では、この個体を501XX 1942と、1942を強調して特定する根拠は何か? 単純に1937モデルと大戦モデルの移行期だから、という理由もあるが、実はフラッシャーで確認できるのだ。
Copylight部分をみてほしい。1942とあるのだ。わざわざここに1942とあるのは、物資統制を受けたことを反映しているからだろう。ちなみに、ギャランティチケットは、ORIGINAL RIVETTではなく、COPPER RIVETTのまま。ただ、ヴィンテージデニム識者の青木孝則氏によると、表記はCOPPER RIVETTだが、実際は銅ではないとのこと。このタイミング直後に〈LEVI’S®〉のギャラチケが、ORIGINAL RIVETTに表記が変わったことが伺える。

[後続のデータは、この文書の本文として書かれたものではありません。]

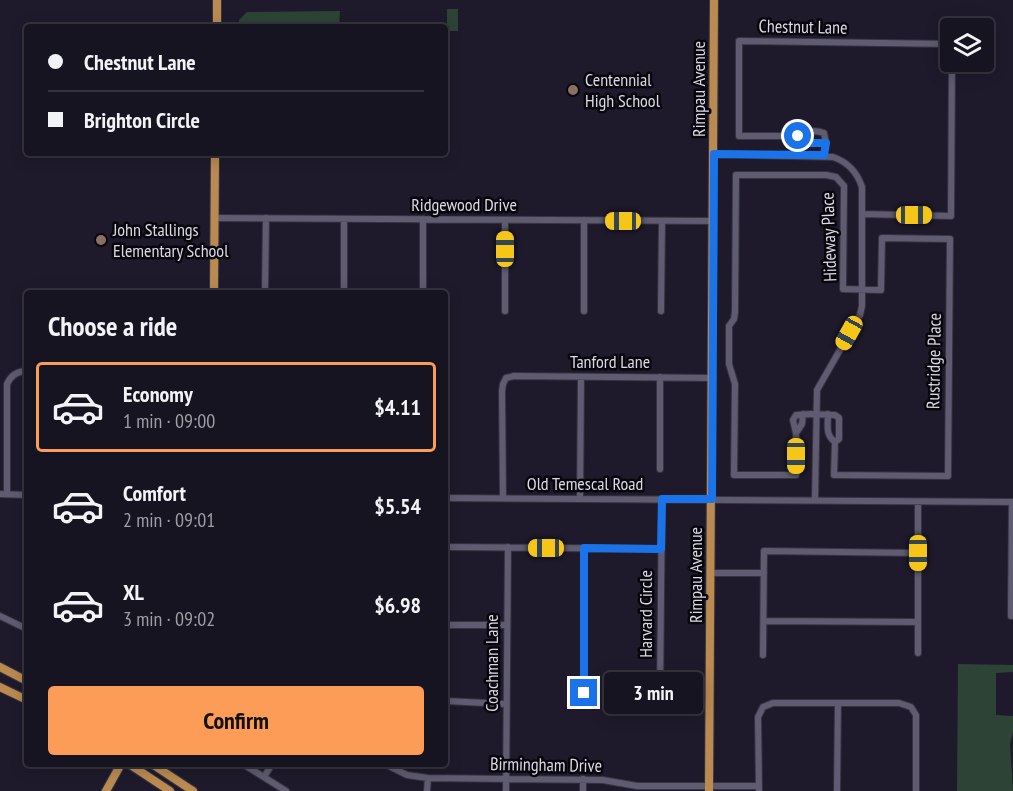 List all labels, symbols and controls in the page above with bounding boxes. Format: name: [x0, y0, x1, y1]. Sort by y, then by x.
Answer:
street label: Chestnut Lane: [758, 14, 848, 39]
map controls: [940, 18, 994, 72]
button: layers: [940, 18, 994, 72]
street label: Rimpau Avenue: [687, 41, 710, 137]
text: Chestnut Lane: [84, 48, 196, 76]
place label: Centennial High School: [585, 68, 661, 112]
marker: Centennial High School: [566, 83, 580, 97]
text: Brighton Circle: [84, 106, 200, 134]
route start: [784, 122, 811, 149]
street label: Hideway Place: [815, 192, 842, 282]
street label: Ridgewood Drive: [411, 193, 517, 216]
car: [896, 206, 932, 224]
car: [605, 212, 641, 230]
place label: John Stallings Elementary School: [112, 218, 229, 262]
car: [496, 231, 514, 267]
marker: John Stallings Elementary School: [94, 233, 108, 247]
text: Choose a ride: [48, 309, 177, 343]
car: [832, 313, 866, 353]
street label: Rustridge Place: [921, 313, 946, 409]
street label: Tanford Lane: [570, 350, 650, 373]
icon: car: [51, 380, 105, 434]
text: Economy: [123, 380, 193, 408]
text: $4.11: [374, 393, 421, 421]
text: 1 min · 09:00: [123, 408, 215, 434]
car: [787, 438, 805, 474]
street label: Old Temescal Road: [527, 472, 643, 495]
icon: car: [51, 479, 105, 533]
text: Comfort: [123, 479, 186, 507]
text: $5.54: [374, 492, 421, 520]
text: 2 min · 09:01: [123, 507, 215, 533]
street label: Rimpau Avenue: [684, 527, 707, 623]
car: [909, 535, 927, 571]
car: [528, 539, 564, 557]
street label: Harvard Circle: [634, 570, 657, 658]
icon: car: [51, 578, 105, 632]
text: XL: [123, 578, 144, 606]
text: $6.98: [374, 591, 421, 619]
text: 3 min · 09:02: [123, 606, 215, 632]
street label: Coachman Lane: [480, 614, 503, 712]
callout: 3 min: [605, 672, 704, 714]
route end: [570, 679, 597, 706]
text: 3 min: [633, 680, 674, 706]
button: Confirm: [48, 686, 424, 755]
street label: Birmingham Drive: [490, 752, 602, 777]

そしてそして、今回、リーバイ・ストラウス本社も驚くであろう付属品があったのだ。
命名「ライダースチケット」である。この個体はアメリカ本土で発見された際、左後ろポケットから出てきたという。そういえば、2023年12月8日に〈Levi’s® Vintage Clothing(リーバイス ビンテージ クロージング)〉から本モデルの復刻版が出ていたが、この「ライダースチケット」は付いていなかった。ただ同時期の701のデッドストックにも入っていたという情報もある。カウボーイ店での販売用のみに付属していたのだろうか。調べれば調べるほど謎は深まる。いやはや、ヴィンテージデニムの世界、やっぱり“底なし沼”過ぎる。
Vintage LEVI’S 501XX 1942
●当時の販売価格:2.25ドル
●フラッシャーのCopyright表記は1942
●1942年3月〜8月頃のわずか半年間のみ生産されたと考えられる
●黒いシンチバック(おそらくクロム製)
●前立て裏の持ち出し部分が切りっぱなし
●股リベットあり(本モデルが最後とされる)
●ボタン裏には銅メッキ処理
●裏リベットは鉄製で銅メッキ加工
●「LEVI STRAUSS FRONTIER RIDERS」(命名:ライダースペーパー)が左後ろポケットに入っている ※カウボーイ店での販売用のみのチケットの可能性あり
●本個体のギャランティチケットは、COPPER RIVETT表記
●アーキュエイトステッチは1本針仕様で中央のダイアモンドポイントはなし
●生地は10オンスとフラッシャーに記載あり
●「大戦バックル」「ライダースチケット」の命名は青木孝則氏参考文献 /青田充弘著『WAR DENIM』(立東舎)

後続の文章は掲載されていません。